Le 26 février au matin, les interventions se sont ouvertes avec le témoignage intense et émouvant du Dr Gianna Emanuela Molla, fille de Sainte Gianna Beretta Molla, qui a préféré mourir pour la laisser naître. Le Dr Molla a rappelé la sainteté de sa mère et de son père, donnant sa famille comme un exemple de famille chrétienne, animée d’une prière quotidienne et intense.
Le Professeur Matteo D’Amico, professeur d’histoire et de philosophie est ensuite intervenu, et a souligné combien l’abandon du réalisme métaphysique typique du christianisme et la destruction de l’ontologie de la substance ont abouti au “réductionnisme” actuel, tant mécaniste, matérialiste et scientiste, et a ouvert la voie à des pratiques de manipulation nihilistes, pratiques du reste sans limites dans le domaine biomédical. « Le technicisme dominant, – comme l’a ajouté le professeur – a pris les aspects d’une nouvelle religion séculaire, tout à fait typique des États totalitaires ».
Le Congrès s’est conclu par l’intervention du Professeur Roberto de Mattei, historien de l’Université Européenne de Rome. Le Pr De Mattei a souligné que l’Homme est fait d’une âme et d’un corps. L’être humain est une personne, dotée de droits inaliénables, justement du fait qu’elle a une âme. Et elle a une âme parce que, à la diférence de tous les autres êtres vivants, elle a une nature rationnelle. Et en effet, il n’y a pas de personne s’il n’y a pas, avant tout, de nature. Si, comme l’ont affirmé les darwinistes, l’homme n’est que matière en évolution, il peut donc être manipulé, déconstruit et reconstruit à loisir, à commencer par son identité sexuelle (comle l’a souligné le texte du Professeur Laura Palazzani, absente au congrès).
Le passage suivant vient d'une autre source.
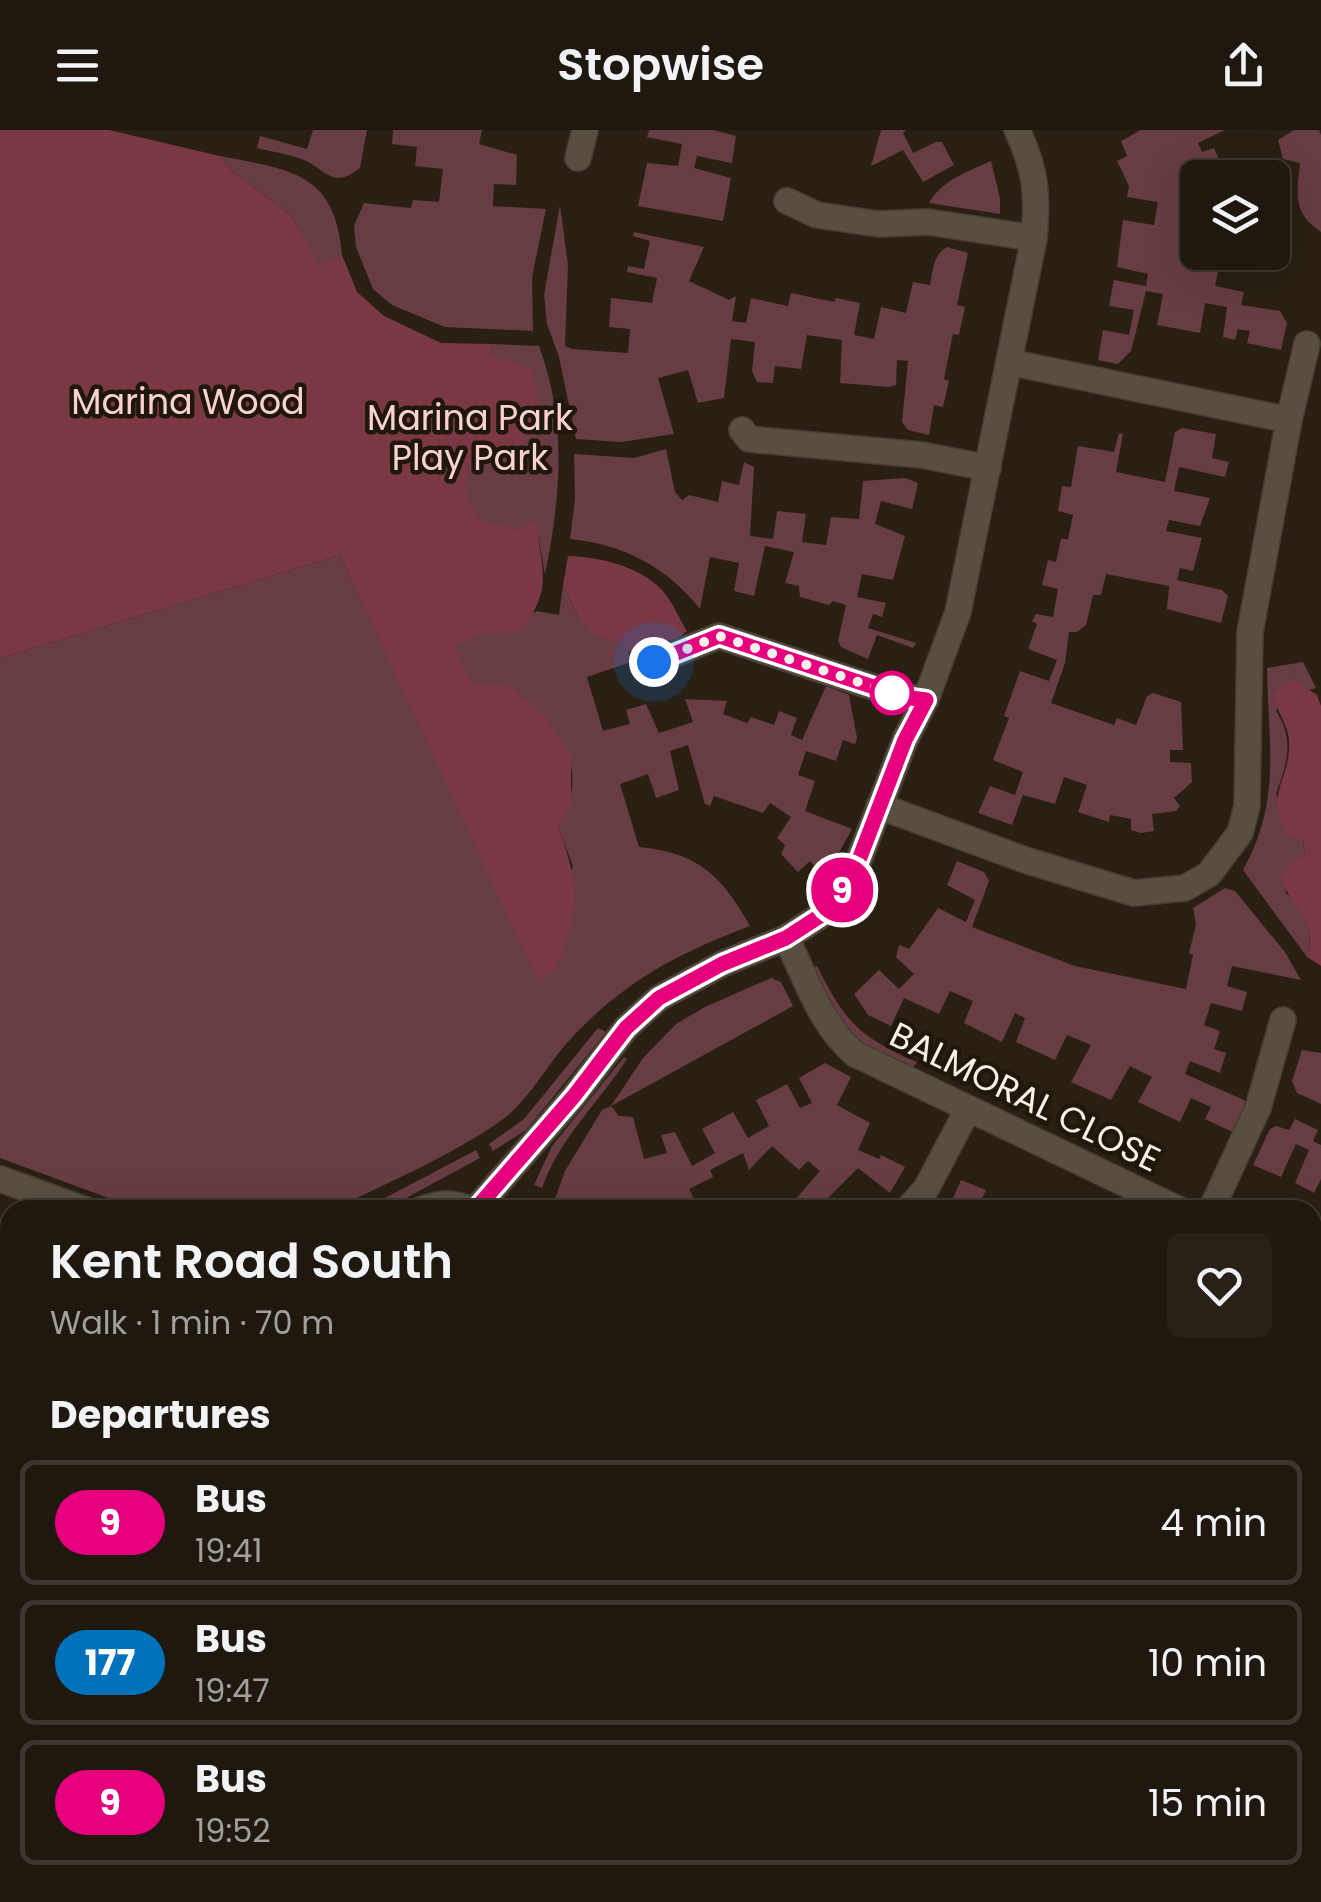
<!DOCTYPE html>
<meta charset="utf-8">
<style>
:root{--surface:#1f180e;--page:#272117;--text:#f1f3f6;--muted:#a1a09e;--line:#3c372e}
body{margin:0;font-family:Poppins,sans-serif;background:var(--page);color:var(--text);height:100vh;display:flex;flex-direction:column;font-size:38px;white-space:nowrap}
*{box-sizing:border-box;margin:0}
p{font-size:32px;color:var(--muted)}
.icon{flex:none;width:55px;height:55px;fill:none;stroke:currentColor;stroke-width:2;stroke-linecap:round;stroke-linejoin:round}
.map{position:relative;flex:1;overflow:hidden}
.side{position:absolute;left:0px;top:1070px;width:1322px;height:702px;display:flex;flex-direction:column;background:var(--surface);border-radius:30px 30px 0 0;box-shadow:0 10px 40px #0002,0 0 0 2px var(--line)}
.side>*{flex:none}
.badge{padding:0 20px;border-radius:32px;font-size:35px;line-height:65px}
.fabs{position:absolute;left:1180px;top:30px;display:grid;gap:20px}
.fabs a{display:grid;place-items:center;width:110px;height:110px;border-radius:15px;background:var(--surface);box-shadow:0 10px 40px #0002,0 0 0 2px var(--line);font-size:50px}
.you{position:absolute;width:50px;height:50px;margin:-25px;border:8px solid #fff;border-radius:50%;background:#1a73e8;box-shadow:0 0 0 15px #1a73e833}
.map>.badge{position:absolute;translate:-50% -50%;box-shadow:0 0 0 5px #fff}
h2{padding:0 50px;font-size:38px;line-height:90px}
.round{display:grid;place-items:center;flex:none;width:105px;height:105px;border-radius:15px;background:var(--page)}
.headline{display:flex;align-items:center;justify-content:space-between;height:170px;padding:0 50px}
h1{font-size:48px;font-weight:600;line-height:75px}
ul{padding:0;list-style:none}
li{display:flex;align-items:center;gap:30px;height:125px;margin:0 20px 15px;padding:0 30px;border:5px solid var(--line);border-radius:15px}
li div{flex:1}
li b{display:block;font-size:38px}
li em{font-style:normal}
li .badge{min-width:110px;font-weight:700;text-align:center}
header{display:flex;justify-content:space-between;align-items:center;height:130px;padding:0 50px;background:var(--surface);font-size:45px;font-weight:600}
.map>svg:first-child{display:block}
.green{fill:#673c42}
.forest{fill:#793843}
.lines{fill:none;stroke-linecap:round;stroke-linejoin:round}
.minor-casing{stroke:#453d34;stroke-width:28}
.trunk-casing{stroke:#453d34;stroke-width:32}
.minor{stroke:#594f41;stroke-width:25}
.trunk{stroke:#9d9a50;stroke-width:30}
.line-casing{stroke:#fff;stroke-width:22}
.line{stroke:#e6007e;stroke-width:15}
.walk{stroke:#f8f1e9;stroke-width:10;stroke-dasharray:0 18}
.stop-dot{fill:#fff;stroke:#e6007e;stroke-width:5}
.labels{text-anchor:middle;stroke-width:9;stroke-linejoin:round;paint-order:stroke}
.park-label{font-size:35px;fill:#fcd1d6;stroke:#1f170a}
.street-label{font-size:35px;fill:#f8f1e9;stroke:#1f170a}
</style>
<header><svg class="icon" aria-label="menu" viewBox="0 0 24 24"><path d="M4 6h16M4 12h16M4 18h16"/></svg>Stopwise<svg class="icon" aria-label="share" viewBox="0 0 24 24"><path d="M12 15V3M7 8l5-5 5 5M5 13v7h14v-7"/></svg></header>
<div class="map">
<svg width="1321" height="1772" viewBox="0 0 1321 1772">
<rect width="100%" height="100%" fill="#292013"/>
<g class="green">
<path d="M 313,0 L 367,0 L 360,38 C 332,60 327,40 304,30 C 290,24 272,22 257,18 L 260,6 L 307,19 Z"/>
<path d="M 393,0 L 482,0 L 479,14 L 517,25 L 516,55 L 494,54 L 493,76 L 546,79 L 532,147 L 533,201 L 445,197 L 392,175 L 373,159 L 356,117 L 354,96 L 364,73 L 411,78 L 413,70 L 439,72 L 443,39 L 415,36 L 417,17 L 392,14 Z"/>
<path d="M 649,0 L 713,0 L 736,6 L 732,33 L 697,26 L 694,38 L 731,48 L 723,91 L 638,76 L 647,33 L 678,36 L 682,14 L 647,7 Z"/>
<path d="M 881,0 L 906,0 L 903,3 L 913,23 L 936,12 L 942,12 L 954,35 L 923,52 L 903,20 L 871,36 Z"/>
<path d="M 1141,0 L 1225,0 L 1198,13 L 1202,22 L 1214,18 L 1221,34 L 1236,30 L 1243,47 L 1198,48 L 1198,122 L 1222,123 L 1215,156 L 1244,162 L 1241,175 L 1280,181 L 1287,193 L 1281,220 L 1247,213 L 1250,201 L 1238,199 L 1235,210 L 1223,207 L 1227,177 L 1205,173 L 1200,203 L 1157,195 L 1163,164 L 1146,161 L 1131,221 L 1118,234 L 1098,230 L 1103,200 L 1129,205 L 1134,180 L 1109,176 L 1114,150 L 1146,156 L 1148,144 L 1117,137 L 1123,90 L 1154,95 L 1158,72 L 1127,67 L 1129,56 L 1117,31 L 1127,26 L 1121,11 Z"/>
<path d="M 1294,0 L 1319,0 L 1321,5 L 1321,102 C 1292,82 1297,65 1300,33 L 1283,29 L 1278,10 Z"/>
<path d="M 220,26 C 291,40 335,42 342,125 L 319,136 L 291,85 L 233,42 Z"/>
<path d="M 991,31 L 1000,68 L 1000,84 L 929,73 C 942,50 967,42 991,31 Z"/>
<path d="M 560,75 L 568,135 L 565,216 L 572,219 L 628,223 L 630,199 L 609,197 L 611,168 L 652,173 L 657,148 L 627,142 L 628,136 L 644,139 L 650,111 L 633,106 L 634,102 L 704,117 L 689,151 L 729,170 L 736,166 L 732,191 L 746,193 L 751,168 L 788,176 L 791,163 L 834,172 L 836,168 L 860,173 L 854,205 L 874,209 L 881,177 L 906,183 L 913,152 L 930,155 C 933,140 933,125 947,117 L 968,123 L 957,175 L 965,177 L 959,205 L 953,204 L 944,249 L 949,251 L 943,277 L 934,275 L 929,305 L 908,300 L 902,292 L 908,231 L 897,230 L 896,255 L 889,257 L 840,253 L 842,210 L 807,205 L 801,239 L 775,236 L 773,253 L 757,252 L 752,241 L 755,212 L 731,209 L 724,268 L 698,273 L 688,240 L 658,248 L 674,304 L 621,312 L 576,309 L 559,227 L 547,194 L 544,165 Z"/>
<path d="M 492,214 L 539,216 C 567,291 561,367 545,444 L 538,405 L 534,484 L 536,481 L 559,485 L 563,455 L 579,488 L 626,514 L 631,532 L 587,547 L 603,601 L 630,594 L 626,580 L 646,574 L 659,603 L 693,592 L 685,569 L 727,571 L 723,584 L 747,593 L 751,587 L 774,595 L 779,581 L 797,588 L 791,605 L 802,610 L 826,556 L 849,565 L 857,608 L 855,614 L 843,610 L 836,631 L 806,621 L 798,645 L 815,651 L 805,681 L 852,699 L 825,748 L 810,731 L 798,742 L 781,724 L 785,715 L 777,708 L 791,687 L 770,673 L 763,683 L 714,666 L 710,676 L 705,674 L 688,615 L 670,621 L 679,660 L 656,668 L 648,644 L 620,654 L 639,717 C 699,723 721,745 750,796 C 674,825 621,853 566,914 C 545,938 528,971 502,990 C 452,1025 394,1050 340,1076 L 341,1080 L 141,1080 L 0,1028 L 0,528 L 340,425 L 539,849 L 573,736 L 558,697 C 581,656 576,627 547,592 L 525,665 L 414,442 L 491,224 Z"/>
<path d="M 1182,298 L 1216,304 L 1212,328 L 1229,332 L 1225,347 L 1179,337 L 1174,361 L 1210,368 L 1200,396 L 1169,390 L 1166,401 L 1202,408 L 1193,441 L 1180,438 L 1177,450 L 1222,460 L 1228,466 L 1221,493 L 1167,479 L 1169,456 L 1106,444 L 1101,465 L 1093,465 L 1086,495 L 1077,502 L 1069,502 L 1065,533 L 1051,573 L 1114,595 L 1117,588 L 1136,595 L 1147,566 L 1153,563 L 1181,572 L 1183,620 L 1170,620 L 1170,632 L 1191,633 L 1192,652 L 1174,668 L 1180,676 L 1176,681 L 1152,684 L 1154,701 L 1141,703 L 1131,700 L 1131,689 L 1110,685 L 1109,692 L 1078,682 L 1087,655 L 1064,647 L 1055,674 L 1023,665 L 1012,695 L 978,683 L 990,656 L 1015,665 L 1023,642 L 993,630 L 1009,588 L 1004,586 L 1020,541 L 1049,551 L 1057,530 L 1028,519 L 1037,494 L 1032,491 L 1036,484 L 1053,487 L 1058,459 L 1042,455 L 1048,430 L 1056,432 L 1061,409 L 1068,409 L 1073,385 L 1058,381 L 1062,356 L 1071,357 L 1078,316 L 1114,322 L 1119,303 L 1123,304 L 1116,342 L 1165,352 L 1175,302 Z"/>
<path d="M 666,319 L 675,362 L 682,370 L 689,365 L 718,372 L 722,351 L 739,355 L 744,332 L 754,337 L 750,406 L 773,409 L 777,381 L 806,384 L 802,412 L 826,415 L 831,387 L 859,389 L 863,351 L 905,348 L 918,353 L 912,379 L 881,371 L 875,394 L 905,406 L 893,450 L 862,444 L 857,467 L 886,473 L 882,487 L 873,484 L 868,498 L 916,513 L 913,518 L 877,505 L 868,529 L 841,517 L 838,511 L 846,475 L 833,471 L 829,475 L 800,467 L 799,456 L 785,453 L 794,422 L 765,416 L 754,466 L 734,461 L 739,433 L 710,427 L 700,479 C 667,437 623,414 570,409 L 575,369 L 574,324 L 634,328 Z"/>
<path d="M 1303,532 L 1316,558 L 1309,560 L 1293,549 L 1276,581 C 1295,610 1287,633 1276,664 L 1303,710 L 1305,727 L 1285,762 C 1304,779 1315,801 1307,827 L 1243,740 C 1282,670 1268,614 1267,538 Z"/>
<path d="M 957,731 L 984,742 L 989,751 L 972,797 L 1075,836 L 1186,859 L 1193,825 L 1189,823 L 1196,795 L 1193,778 L 1225,758 L 1235,761 L 1285,822 L 1301,850 L 1232,836 L 1227,856 L 1247,862 L 1242,881 L 1211,873 L 1204,895 L 1220,901 L 1214,919 L 1226,923 L 1220,943 L 1190,931 L 1185,944 L 1244,970 L 1247,976 L 1235,1003 L 1205,989 L 1211,977 L 1191,968 L 1180,992 L 1138,972 L 1152,947 L 1130,936 L 1111,970 L 1071,952 L 1091,915 L 1067,905 L 1055,930 L 1016,912 L 1025,888 L 1015,883 L 1002,912 L 964,893 L 973,871 L 950,861 L 939,884 L 904,868 L 891,896 L 868,885 L 854,864 L 879,840 L 899,859 L 914,844 L 896,827 L 899,815 L 909,819 L 938,778 L 966,792 L 975,770 L 947,755 Z"/>
<path d="M 817,836 C 845,892 859,907 917,932 L 911,939 L 870,918 L 844,897 L 810,838 Z"/>
<path d="M 771,848 L 781,852 L 793,876 L 611,976 L 619,986 L 633,987 L 644,1029 L 667,1023 L 661,1005 L 675,1002 L 692,1036 L 715,1023 L 702,999 L 733,982 L 748,1008 L 769,996 L 756,970 L 787,954 L 800,978 L 812,973 L 799,948 L 825,933 L 851,947 L 837,975 L 870,993 L 858,1020 L 879,1029 L 881,1025 L 905,1037 L 890,1063 L 858,1038 L 816,1080 L 786,1080 L 820,1041 L 808,1031 L 799,1040 L 772,1016 L 749,1040 L 743,1023 L 710,1040 L 713,1047 L 689,1059 L 700,1080 L 551,1080 L 565,1041 L 602,980 L 611,976 L 643,928 L 676,894 L 705,877 Z"/>
<path d="M 598,898 L 606,902 L 526,1000 L 493,1021 L 489,1014 L 524,989 Z"/>
<path d="M 1302,920 L 1321,923 L 1321,974 L 1297,963 L 1292,951 Z"/>
<path d="M 624,927 L 627,929 C 599,972 559,1009 542,1058 L 534,1055 L 552,1016 Z"/>
<path d="M 1295,989 L 1318,1000 L 1313,1011 L 1321,1015 L 1321,1049 L 1314,1063 L 1295,1053 L 1309,1020 L 1296,1014 L 1281,1047 L 1253,1035 L 1270,999 L 1276,996 L 1289,1000 Z"/>
<path d="M 476,1020 L 480,1028 L 384,1080 L 362,1080 Z"/>
<path d="M 961,1050 L 986,1060 L 977,1080 L 948,1080 Z"/>
</g>
<g class="forest">
<path d="M 0,0 L 109,0 L 220,26 L 233,42 L 291,85 L 319,135 L 342,125 L 357,162 L 384,186 L 441,213 L 492,214 L 491,225 L 531,239 L 544,291 L 512,326 C 464,331 452,348 480,390 L 517,400 L 536,390 C 541,440 555,459 519,502 L 481,503 L 455,516 L 471,553 L 511,557 L 544,586 L 571,624 L 571,674 L 558,697 C 582,762 579,778 555,841 L 538,850 L 340,425 L 0,528 Z"/>
<path d="M 568,426 C 600,427 639,436 662,460 C 672,471 679,488 687,501 L 678,508 L 627,522 L 626,514 L 592,504 L 579,488 L 563,455 Z"/>
<path d="M 1293,549 L 1317,565 L 1321,576 L 1321,836 L 1307,827 C 1319,787 1289,778 1281,747 L 1290,733 L 1305,726 L 1303,710 L 1287,705 C 1264,659 1291,652 1289,610 C 1288,594 1276,581 1273,564 Z"/>
<path d="M 0,1113 L 10,1116 L 10,1589 L 0,1585 Z"/>
</g>
<g class="lines">
<defs>
<g id="minor">
<path d="M 578,28 L 585,0"/>
<path d="M 787,71 L 817,85 L 878,94 L 928,92 L 1034,108"/>
<path d="M 1009,232 L 1289,290"/>
<path d="M 742,300 L 749,309 L 922,325 L 988,338"/>
<path d="M 654,532 L 719,506 L 903,567 L 926,569"/>
<path d="M 879,676 L 1025,730 L 1134,763 L 1185,758 L 1209,744 L 1240,703 L 1247,676 L 1250,502 L 1289,290 L 1307,214"/>
<path d="M 786,808 C 807,849 819,893 855,924 L 1180,1080"/>
<path d="M 0,1049 L 86,1080"/>
<path d="M 420,1080 C 439,1073 452,1071 471,1080"/>
<path d="M 475,1080 L 574,966 L 626,898 L 659,868 L 722,834 L 786,808 L 820,786 L 852,748 L 905,610 L 926,569 L 958,482 L 1034,108 C 1038,65 1036,40 1017,0"/>
<path d="M 907,1080 L 926,1059 L 968,979"/>
<path d="M 1211,1080 L 1258,978 L 1283,890"/>
<path d="M 1312,1145 L 1321,1148"/>
<path d="M 1312,1485 L 1321,1485"/>
<path d="M 1312,1744 L 1321,1744"/>
<path d="M 492,1762 L 493,1772"/>
</g>
<g id="trunk">
<path d="M 0,1641 L 10,1644"/>
<path d="M 0,1671 L 10,1675"/>
<path d="M 0,1749 L 10,1754"/>
<path d="M 32,1762 L 55,1772"/>
<path d="M 306,1762 L 366,1772"/>
<path d="M 542,1762 L 563,1762"/>
<path d="M 790,1762 L 1024,1764 L 1140,1772"/>
</g>
</defs>
<use href="#minor" class="minor-casing"/>
<use href="#trunk" class="trunk-casing"/>
<use href="#minor" class="minor"/>
<use href="#trunk" class="trunk"/>
</g>
<g class="lines">
<defs>
<path id="line" d="M 475,1080 L 574,966 L 626,898 L 659,868 L 722,834 L 786,808 L 820,786 L 852,748 L 905,610 L 926,570 L 904,567 L 719,506 L 654,532"/>
</defs>
<use href="#line" class="line-casing"/>
<use href="#line" class="line"/>
<path class="walk" d="M 654,532 L 719,506 L 904,567 L 892,563"/>
</g>
<circle class="stop-dot" cx="892" cy="563" r="20"/>
<g class="labels">
<g class="park-label">
<text x="188" y="284">Marina Wood</text>
<text x="470" y="300">Marina Park<tspan x="470" dy="40">Play Park</tspan></text>
</g>
<g class="street-label">
<text transform="translate(1025 967) rotate(26)" y="12">BALMORAL CLOSE</text>
</g>
</g>
</svg>
<div class="fabs">
<a><svg class="icon" aria-label="layers" viewBox="0 0 24 24"><path d="M12 4l9 5-9 5-9-5zM3 14l9 5 9-5"/></svg></a>
</div>
<div class="you" style="left:654px;top:532px"></div>
<b class="badge" style="left:842px;top:760px;background:#e6007e;color:#fff">9</b>
<section class="side">
<div class="headline"><div><h1>Kent Road South</h1><p>Walk · 1 min · 70 m</p></div><a class="round"><svg class="icon" aria-label="heart" viewBox="0 0 24 24"><path d="M12 20l-8-8c-3-5 5-10 8-4 3-6 11-1 8 4z"/></svg></a></div>
<h2>Departures</h2>
<ul>
<li><span class="badge" style="background:#e6007e;color:#fff">9</span><div><b>Bus</b><p>19:41</p></div><em>4 min</em></li>
<li><span class="badge" style="background:#0072bc;color:#fff">177</span><div><b>Bus</b><p>19:47</p></div><em>10 min</em></li>
<li><span class="badge" style="background:#e6007e;color:#fff">9</span><div><b>Bus</b><p>19:52</p></div><em>15 min</em></li>
</ul>
</section>
</div>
« Les limites de l’humain – comme l’a affirmé De Mattei – avant d’être les limites de la vie humaine, sont les limites de la nature humaine, qui n’est pas infinie. Prétendre rendre infinie l’essence de l’homme revient à dissoudre son essence ». « Pendant plusieurs siècles – a-t-il ajouté – l’homme est resté égal à lui-même parce qu’il avait une fin. Priver l’homme de sa nature signifie le priver de sa fin. Or l’Homme dénué de sa fin tombe dans le chaos mental et moral, dans le nihilisme ». « Ce choix entre l’être et le néant est ce devant quoi se trouve de nos jours la société moderne, ainsi que chacun de nous », a dit en conclusion le Professeur. (Fe. C.)